Investment trusts in particular have moved to especially 'cheap' valuations: names such as the activist-minded AVI Japan Opportunity (AJOT) recently made it into our Alpha team's monthly investment trust report, which identifies funds with attractive valuations relative to their own history and recent share price momentum.

 

Fund options

As in other regions, investors can combine funds with differing styles to build in some diversification. Japan has certainly witnessed the same style divergence evident in other markets: Man GLG Japan CoreAlpha (GB00B0119B50), a well-known value option whose team recently had a chunky allocation to transportation equipment stocks, has returned nearly 11 per cent in sterling terms over a year, making it a relative standout. Other sector overweight positions at the end of June included real estate and banks. Income funds have also fared well, including LF Morant Wright Nippon Yield and CC Japan Income & Growth Trust. But abrdn Japan Investment Trust is down by nearly 17 per cent over a year, which may explain its relatively high dividend yield.

On the growth front Baillie Gifford has a decent presence here: the Baillie Gifford Japanese Fund (GB0006011133), focuses on “high quality companies capable of delivering attractive and sustainable earnings growth for shareholders”. Its investment team notes that, unlike in other markets, the growth style often commands little or no valuation premium in Japan, which allows them to seek out global leaders at decent prices. The fund, which holds names such as Softbank Group (JP:9984) and robotics business Fanuc (JP:6954), has been caught out by recent market rotations, and is down by around 12 per cent over a year.

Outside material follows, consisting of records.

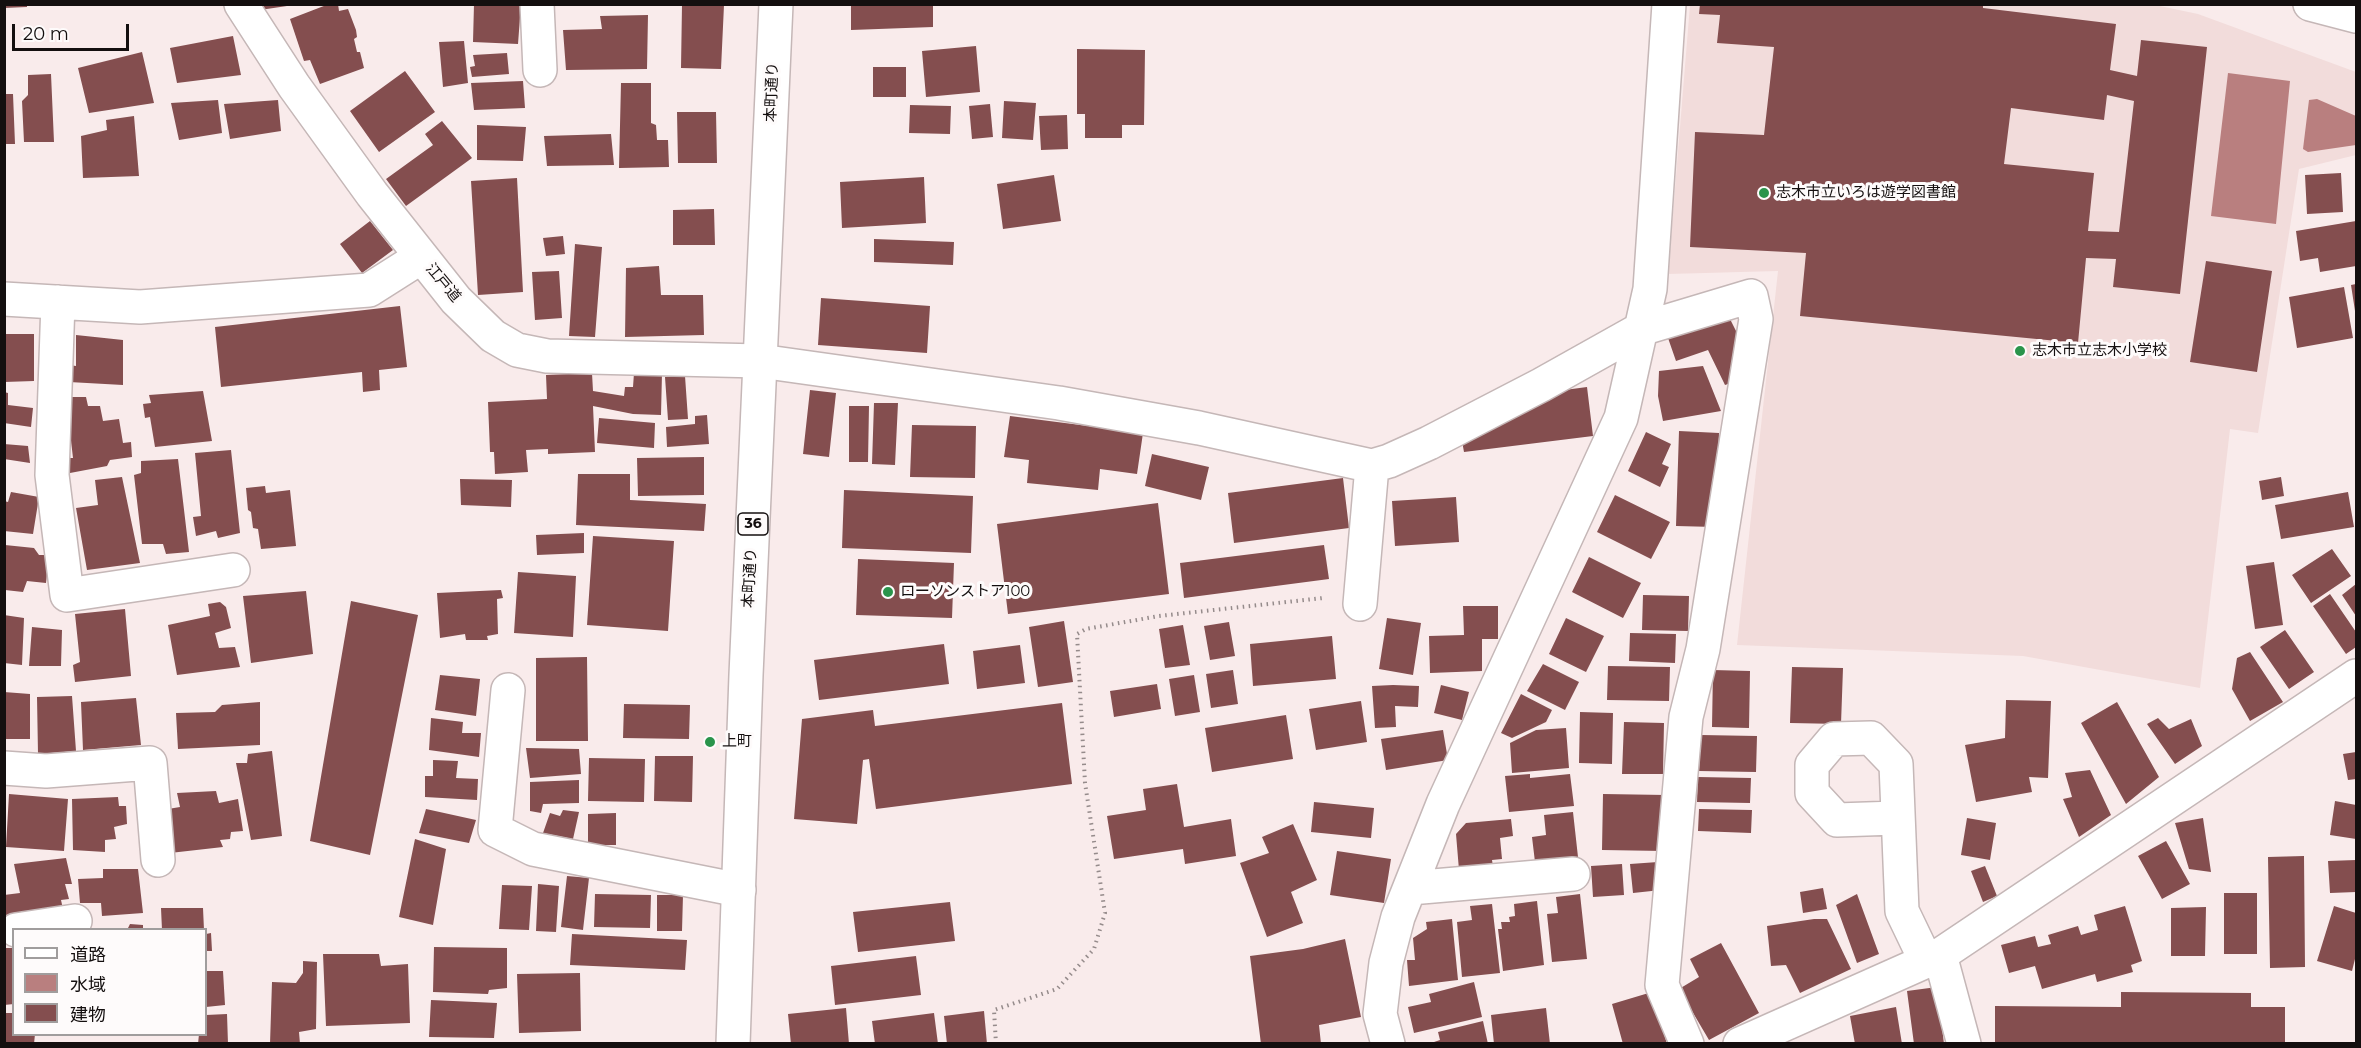 <!DOCTYPE html>
<html>
<head>
<meta charset="utf-8">
<style>
	body { margin:0 }
	#map { position:relative; width:2361px; height:1048px; overflow:hidden; background:#f9ebeb; font-family:Montserrat,"Noto Sans JP",sans-serif }
	canvas { display:block }
	.frame { position:absolute; inset:0; border:6px solid #140f0f; pointer-events:none }
	.legend { position:absolute; left:12px; top:928px; width:195px; height:108px; box-sizing:border-box; background:#fefbfb; border:2px solid #a09d9d; margin:0; padding:8px 10px; list-style:none; font-size:18px; color:#140f0f }
	.legend li { display:flex; align-items:center; gap:12px; height:30px }
	.legend b { width:30px; border:2px solid #a09d9d }
	.scale { position:absolute; left:12px; top:24px; width:117px; height:27px; box-sizing:border-box; border:3px solid #140f0f; border-top:0; padding-left:8px; font-size:18px; line-height:21px; white-space:nowrap; color:#140f0f; -webkit-text-stroke:4px #fefbfb; paint-order:stroke }
</style>
</head>
<body>
<div id="map">
<canvas width="2361" height="1048"></canvas>
<div class="frame"></div>
<ul class="legend">
<li><b style="height:8px;background:#fff"></b>道路</li>
<li><b style="height:16px;background:#b97f7f"></b>水域</li>
<li><b style="height:16px;background:#844e4f"></b>建物</li>
</ul>
<div class="scale">20 m</div>
</div>
<script>
const ctx = document.querySelector('canvas').getContext('2d');
ctx.lineJoin = 'round';
function fillPath(path, color) { ctx.fillStyle = color; ctx.fill(path, 'evenodd'); }
const shape = rows => new Path2D(rows.map(r => 'M' + r).join(''));
function trace(path, color, width, dash) { ctx.strokeStyle = color; ctx.lineWidth = width; ctx.lineCap = dash ? 'butt' : 'round'; ctx.setLineDash(dash || []); ctx.stroke(path); }
function drawText(font, color, halo, rows, align = 'center') {
  ctx.font = font + ' Montserrat,"Noto Sans JP",sans-serif'; ctx.lineWidth = 6; ctx.setLineDash([]); ctx.textBaseline = 'middle'; ctx.strokeStyle = halo; ctx.fillStyle = color; for (const [text, x, y, turn = 0] of rows) {
    ctx.save(); ctx.translate(x, y); ctx.rotate((+turn || 0) * Math.PI / 180); ctx.textAlign = isNaN(turn) ? turn : align; if (halo) ctx.strokeText(text, 0, 0); ctx.fillText(text, 0, 0); ctx.restore();
  }
}
fillPath(shape([
	[1690,5,2155,5,2198,14,2356,72,2356,155,2299,169,2258,433,2230,429,2200,688,2023,656,1737,645,1778,271,1668,274]
]), '#f2dcdb');
fillPath(shape([
	[2228,73,2290,81,2276,224,2211,216],
	[2317,99,2356,116,2356,145,2308,152,2303,149,2309,100]
]), '#b97f7f');
fillPath(shape([
	[4,4,27,4,27,7,4,8],
	[256,4,287,4,287,6,260,10],
	[329,4,338,4,339,11,348,9,356,30,357,37,354,39,357,52,360,52,364,68,320,84,310,60,304,61,290,19],
	[474,4,521,4,518,44,473,42],
	[851,4,933,4,933,27,851,30],
	[1700,4,1983,4,1983,8,2116,24,2110,70,2137,76,2141,40,2207,47,2180,294,2113,287,2116,259,2086,258,2078,343,1800,316,1806,253,1690,247,1695,132,1764,135,1774,47,1717,43,1720,15,1699,14],
	[2107,95,2134,101,2119,232,2088,231,2094,173,2004,164,2011,108,2104,120],
	[682,5,724,5,721,69,681,68],
	[648,15,647,69,566,70,563,30,602,29,600,16],
	[233,36,241,75,177,83,170,48],
	[464,41,468,83,443,87,439,42],
	[976,46,980,92,926,97,922,51],
	[1077,49,1145,50,1144,125,1122,125,1122,138,1085,138,1085,114,1077,114],
	[142,52,154,103,89,113,78,68],
	[507,53,509,74,472,77,470,67,475,66,473,55],
	[873,67,906,67,906,97,873,97],
	[405,71,435,112,379,152,350,111],
	[51,74,54,142,24,142,22,101,28,95,28,75],
	[523,81,525,108,474,110,471,83],
	[621,83,651,83,651,123,656,125,657,140,668,140,669,167,619,168],
	[4,94,13,94,15,144,4,144],
	[218,100,222,133,179,140,171,103],
	[278,100,281,131,230,139,224,104],
	[1004,101,1036,103,1033,140,1002,138],
	[990,104,993,137,972,139,969,106],
	[910,105,951,106,950,134,909,133],
	[677,112,716,112,717,163,678,163],
	[1067,115,1068,149,1041,150,1039,116],
	[134,116,139,176,83,178,81,136,107,130,106,120],
	[442,121,472,158,406,206,386,179,433,145,425,134],
	[477,125,526,127,523,161,477,160],
	[611,134,614,165,547,166,544,136],
	[2341,173,2343,212,2307,214,2305,175],
	[1054,175,1061,221,1003,229,997,184],
	[924,177,926,223,842,228,840,182],
	[517,178,523,292,478,295,471,181],
	[714,209,715,245,673,245,673,210],
	[370,221,393,250,362,273,340,244],
	[2356,221,2356,266,2320,272,2318,258,2300,261,2296,231],
	[563,236,565,254,546,256,543,238],
	[874,239,954,242,953,265,874,262],
	[575,244,602,247,595,337,569,336],
	[2206,261,2272,271,2257,372,2190,362],
	[659,266,661,295,703,295,704,335,625,337,626,268],
	[559,271,562,318,535,320,532,272],
	[2356,284,2356,311,2355,311,2351,285],
	[2344,287,2353,338,2297,348,2289,297],
	[821,298,930,306,927,353,818,345],
	[400,306,407,367,379,370,380,390,363,392,362,372,221,387,215,327],
	[1729,317,1742,343,1737,381,1725,385,1708,350,1676,361,1668,338],
	[4,334,34,334,34,381,4,382],
	[76,335,123,340,123,385,69,382,69,365,76,366],
	[1703,366,1721,411,1663,421,1658,396,1659,371],
	[592,373,593,391,624,396,625,387,633,387,634,373,662,373,661,415,633,414,593,406,595,452,548,454,548,449,526,450,528,472,495,474,494,452,490,452,488,402,547,399,546,375],
	[685,376,688,419,668,420,665,377],
	[1587,387,1593,436,1464,452,1462,441,1557,391],
	[810,390,836,393,829,457,803,454],
	[203,391,212,441,155,447,150,417,145,418,143,404,151,403,149,395],
	[4,392,8,393,8,405,33,408,31,427,4,423],
	[66,397,86,397,88,406,100,406,103,421,119,419,123,443,131,442,132,457,110,460,107,466,70,473,67,458,73,458],
	[874,403,898,403,895,465,872,464],
	[849,406,869,406,868,462,849,462],
	[707,415,709,444,667,447,666,427,695,424,695,416],
	[1010,416,1143,433,1137,474,1100,469,1098,490,1027,483,1029,460,1004,457],
	[599,418,655,423,654,448,597,443],
	[912,425,976,426,975,478,910,477],
	[1679,431,1719,433,1715,527,1676,526],
	[1646,432,1671,444,1662,464,1669,467,1660,487,1628,471],
	[4,444,28,446,30,463,4,459],
	[231,450,240,533,218,538,216,531,196,536,193,517,201,516,195,453],
	[1152,454,1209,467,1201,500,1145,486],
	[704,457,704,495,638,496,637,458],
	[178,459,189,552,166,554,163,544,142,544,134,475,141,473,141,461],
	[578,474,630,474,630,500,706,504,704,531,576,525],
	[122,477,140,563,87,570,76,508,98,505,95,480],
	[2281,477,2284,496,2262,500,2259,481],
	[1343,478,1349,528,1234,543,1228,493],
	[460,479,512,480,511,507,461,505],
	[265,486,266,493,290,490,296,546,261,549,258,529,253,528,251,512,248,510,246,488],
	[844,490,973,496,971,553,842,548],
	[11,492,39,497,33,534,4,531,4,501,8,502],
	[2348,492,2354,527,2281,539,2275,505],
	[1615,495,1670,522,1651,559,1597,532],
	[1456,497,1459,542,1395,546,1392,501],
	[1158,503,1169,594,1008,614,997,524],
	[584,533,584,553,537,555,536,535],
	[593,536,674,541,668,631,587,625],
	[5,545,34,548,39,555,49,555,46,583,27,581,23,592,5,590],
	[1324,545,1329,579,1184,598,1180,563],
	[2332,549,2351,576,2311,603,2292,575],
	[1589,557,1641,583,1623,618,1572,592],
	[858,559,954,563,952,618,856,615],
	[2274,562,2283,625,2255,629,2246,566],
	[518,572,576,576,573,637,514,633],
	[2356,584,2356,616,2342,595],
	[501,590,503,598,497,599,498,634,487,636,488,640,466,640,465,634,440,638,437,593],
	[306,591,313,654,251,663,243,596],
	[2330,594,2356,632,2356,647,2346,654,2313,606],
	[1643,595,1689,596,1688,631,1642,630],
	[351,601,418,615,370,855,310,841],
	[220,602,226,607,231,628,215,633,219,648,235,647,240,667,177,675,168,625,210,616,208,604],
	[1463,606,1498,606,1498,639,1482,639,1482,671,1430,673,1429,636,1464,635],
	[125,609,131,676,75,682,73,665,80,662,75,614],
	[4,615,24,618,22,665,4,663],
	[1387,618,1421,623,1413,675,1379,669],
	[1566,618,1604,636,1586,672,1549,654],
	[1064,621,1073,682,1038,687,1029,627],
	[1229,622,1235,656,1210,660,1204,626],
	[1183,625,1190,665,1165,668,1159,629],
	[32,627,62,630,61,666,29,666],
	[2285,630,2314,672,2289,689,2260,647],
	[1630,633,1676,634,1675,663,1629,661],
	[1332,636,1336,679,1253,686,1250,644],
	[944,644,949,684,819,700,814,660],
	[1020,645,1025,683,977,689,973,651],
	[2250,652,2283,702,2250,721,2232,689,2237,658],
	[587,657,588,741,536,741,536,658],
	[1543,664,1579,682,1565,710,1527,691],
	[1608,666,1670,667,1669,701,1607,700],
	[1792,667,1843,668,1841,724,1790,723],
	[1233,670,1238,704,1211,708,1206,674],
	[1713,670,1750,671,1749,728,1712,727],
	[440,675,480,679,476,716,435,710],
	[1194,675,1200,712,1175,716,1169,679],
	[1157,684,1161,709,1114,717,1110,691],
	[1393,685,1419,686,1418,707,1395,706,1396,727,1375,728,1372,686],
	[1441,685,1469,692,1462,720,1434,713],
	[4,692,30,694,30,739,4,739],
	[1521,694,1552,710,1546,722,1512,738,1501,733],
	[72,696,76,751,38,754,37,697],
	[136,698,141,745,83,750,81,702],
	[2006,700,2051,701,2048,778,2029,777,2032,792,1976,802,1965,745,2005,738],
	[1361,701,1367,742,1316,750,1309,709],
	[260,702,260,745,178,749,176,713,215,712,222,705],
	[2117,702,2159,777,2126,804,2081,723],
	[1062,703,1072,784,876,809,869,759,863,760,857,824,794,819,802,719,873,710,875,726],
	[624,704,690,705,689,739,623,738],
	[1580,712,1613,713,1612,764,1579,763],
	[1286,715,1293,759,1212,772,1205,728],
	[431,718,463,722,462,733,481,733,479,757,429,750],
	[2158,718,2169,729,2191,719,2202,746,2175,764,2147,724],
	[1624,722,1664,723,1663,774,1622,774],
	[1566,728,1569,768,1512,773,1510,743,1536,730],
	[1443,730,1448,760,1386,770,1381,739],
	[1701,735,1757,736,1756,772,1699,771],
	[526,748,579,749,581,774,530,778],
	[272,751,282,836,251,840,236,763,247,763,248,754],
	[2356,752,2356,779,2348,780,2343,754],
	[655,756,693,756,692,802,654,801],
	[589,758,645,759,644,802,588,801],
	[433,760,458,761,456,778,478,779,477,800,425,797,425,776,433,776],
	[2090,770,2111,815,2079,837,2063,799,2072,797,2065,773],
	[1530,774,1530,778,1570,774,1574,806,1509,812,1505,776],
	[1698,777,1751,778,1750,803,1697,802],
	[579,780,579,803,543,804,541,813,530,811,530,782],
	[1177,784,1184,827,1231,819,1236,856,1185,864,1183,849,1114,859,1107,816,1146,810,1143,789],
	[216,791,219,803,238,799,243,831,231,832,230,839,220,840,223,847,170,853,168,809,180,807,177,793],
	[9,794,68,799,64,851,6,847],
	[1603,794,1666,795,1664,851,1602,850],
	[118,797,119,806,126,806,127,824,114,827,116,839,105,840,105,852,73,850,72,799],
	[2335,801,2356,805,2356,839,2330,835],
	[1314,802,1374,808,1371,838,1311,832],
	[426,809,476,820,469,843,419,833],
	[1699,809,1752,810,1751,833,1698,831],
	[563,810,579,812,573,839,543,833,550,813,560,816],
	[1573,812,1578,857,1535,862,1532,837,1546,835,1544,815],
	[616,813,616,845,588,845,588,814],
	[1967,818,1996,823,1990,860,1961,855],
	[2203,818,2211,872,2189,869,2175,823],
	[1511,819,1513,836,1500,838,1502,859,1492,860,1493,866,1459,870,1456,834,1466,823],
	[1293,824,1317,880,1291,892,1303,923,1267,937,1240,863,1269,853,1262,837],
	[415,839,446,849,433,925,399,917],
	[2166,841,2190,884,2162,899,2138,856],
	[1337,851,1391,859,1384,903,1330,895],
	[2304,856,2305,967,2270,968,2268,857],
	[66,858,72,884,65,884,69,899,61,900,63,909,5,919,4,895,20,893,14,864],
	[2356,860,2356,892,2330,893,2328,861],
	[1658,862,1661,890,1633,893,1630,864],
	[1622,864,1624,895,1593,897,1591,866],
	[1985,866,1997,896,1983,902,1971,871],
	[103,869,138,869,143,913,102,916,101,903,80,903,78,879,103,878],
	[567,876,589,878,583,930,561,927],
	[538,884,559,886,556,932,536,931],
	[502,885,532,886,529,930,499,929],
	[1823,888,1827,909,1803,913,1800,892],
	[2224,893,2257,893,2257,954,2224,954],
	[595,894,651,895,650,928,594,927],
	[1580,894,1587,959,1552,962,1547,914,1558,913,1556,897],
	[1857,894,1879,954,1857,963,1836,905],
	[657,895,683,895,682,931,657,931],
	[1537,901,1544,965,1503,971,1498,929,1502,929,1501,922,1510,922,1509,917,1515,916,1514,904],
	[950,902,955,941,858,952,853,912],
	[1492,904,1500,973,1462,977,1457,922,1472,920,1470,906],
	[2125,906,2142,961,2131,965,2133,972,2097,982,2095,974,2042,989,2035,966,2009,973,2001,945,2035,936,2038,947,2051,944,2048,935,2078,926,2081,935,2098,930,2094,915],
	[2334,906,2356,913,2356,955,2352,971,2317,961],
	[2206,907,2205,956,2171,956,2171,908],
	[161,908,203,908,204,930,162,930],
	[1452,919,1458,980,1409,986,1407,960,1415,960,1413,938,1427,929,1426,922],
	[1814,919,1827,919,1851,969,1800,993,1786,965,1771,966,1767,926],
	[130,924,143,925,143,930,127,930],
	[211,933,212,951,206,951,206,934],
	[572,934,687,940,685,970,570,965],
	[1345,939,1361,1017,1319,1025,1321,1044,1261,1044,1250,956,1303,949],
	[1721,943,1759,1013,1709,1040,1679,989,1699,977,1690,959],
	[434,947,507,948,507,988,489,990,488,994,433,992],
	[4,948,14,948,14,1004,4,1005],
	[323,954,379,954,381,966,408,964,410,1023,326,1026],
	[916,956,921,995,835,1005,831,966],
	[303,961,317,962,316,1029,299,1032,300,1044,270,1044,272,982,296,983,303,973],
	[206,971,223,971,225,1005,206,1007],
	[580,973,581,1031,519,1033,517,974],
	[1474,982,1482,1017,1414,1033,1408,1007,1431,1002,1429,994],
	[1937,987,1944,1044,1914,1044,1907,991],
	[1652,992,1667,1044,1623,1044,1612,1004],
	[2121,992,2251,993,2251,1007,2285,1007,2285,1044,1995,1044,1995,1006,2121,1007],
	[431,1000,497,1003,494,1038,429,1037],
	[1896,1007,1902,1044,1855,1044,1850,1016],
	[846,1008,849,1044,791,1044,788,1014],
	[1546,1008,1550,1044,1494,1044,1491,1015],
	[984,1011,987,1044,947,1044,944,1016],
	[4,1013,14,1013,14,1034,35,1034,34,1044,4,1044],
	[934,1013,938,1044,875,1044,872,1021],
	[227,1014,228,1044,198,1044,199,1034,206,1034,206,1015],
	[1483,1021,1488,1044,1428,1044,1440,1040,1438,1032]
]), '#844e4f');
const minor = shape([
	[241,4,294,86,372,194,456,300,493,336,517,350,547,356,760,361,1059,403,1199,428,1372,466,1389,461,1429,443,1541,385,1641,329,1751,296,1756,319,1703,649,1686,717,1662,985,1687,1044],
	[537,4,540,70],
	[2310,4,2356,16],
	[4,299,140,307,369,290,421,257],
	[58,302,52,475,67,595,233,570],
	[1360,604,1372,466],
	[508,690,495,830,533,849,739,890],
	[4,768,46,771,150,763,158,860],
	[1896,818,1837,820,1812,793,1812,765,1834,739,1871,738,1896,764,1902,911,1926,961],
	[1410,888,1573,874],
	[16,930,75,921],
	[1940,955,1964,1044],
	[1388,1044,1380,1014,1386,963,1398,917,1443,804,1621,418,1650,289,1669,4],
	[1740,1044,1940,955,2356,676]
]);
const major = shape([
	[733,1044,746,675,776,4]
]);
trace(minor, '#c5b7b7', 36);
trace(major, '#c5b7b7', 36);
trace(shape([
	[996,1044,994,1010,1057,989,1094,949,1105,913,1085,783,1077,634,1086,629,1159,616,1323,598]
]), '#958b8b', 4, [1.5, 4.5]);
trace(minor, '#fff', 33);
trace(major, '#fff', 33);
for (const [x, y, r, color] of [
	[1764,193,6,"#2a944b"],
	[2020,351,6,"#2a944b"],
	[888,592,6,"#2a944b"],
	[710,742,6,"#2a944b"]
]) { const dot = new Path2D(); dot.arc(x, y, r, 0, 2 * Math.PI); ctx.fillStyle = color; ctx.fill(dot); trace(dot, '#fefbfb', 2); }
for (const [x, y, w] of [
	[753,524,30]
]) { const box = new Path2D(); box.roundRect(x - w / 2, y - 11, w, 22, 4.5); ctx.fillStyle = '#fefbfb'; ctx.fill(box); trace(box, '#140f0f', 1.5); }
drawText('bold 14px', '#140f0f', null, [
	["36",753,524]
]);
drawText('15px', '#140f0f', '#fefbfb', [
	["本町通り",772,92,-88],
	["江戸道",443,283,50],
	["本町通り",750,578,-87]
]);
drawText('15px', '#140f0f', '#fefbfb', [
	["志木市立いろは遊学図書館",1776,193],
	["志木市立志木小学校",2032,351],
	["ローソンストア100",900,592],
	["上町",722,742]
], 'left');
</script>
</body>
</html>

It’s worth noting that one well-known Japanese equity fund, FTF Martin Currie Japan Equity (GB00B8JYLC77), is due a change of the guard. Hideo Shiozumi, its longstanding manager, will step back from portfolio management duties in September, with a new team taking over. This has long been a popular fund for investors with a good stomach for risk: targeting high-growth companies that play a part in big structural changes in Japan, it comes with excellent long-term returns but hideous levels of volatility. To illustrate this, the fund has returned nearly 370 per cent in sterling terms over the last decade, but is down by more than 30 per cent over the past year.

Japanese exposure can also come via funds with a broader remit. As Matthew Bird, managing director of Falco Financial Planning, notes, Lindsell Train Global Equity (IE00BJSPMJ28) has a chunky allocation to Japan via holdings such as Nintendo (JP:7974), while the popular Stewart Investors Asia Pacific Leaders Sustainability Fund (GB0033874768) had an allocation of around 10 per cent at the end of May.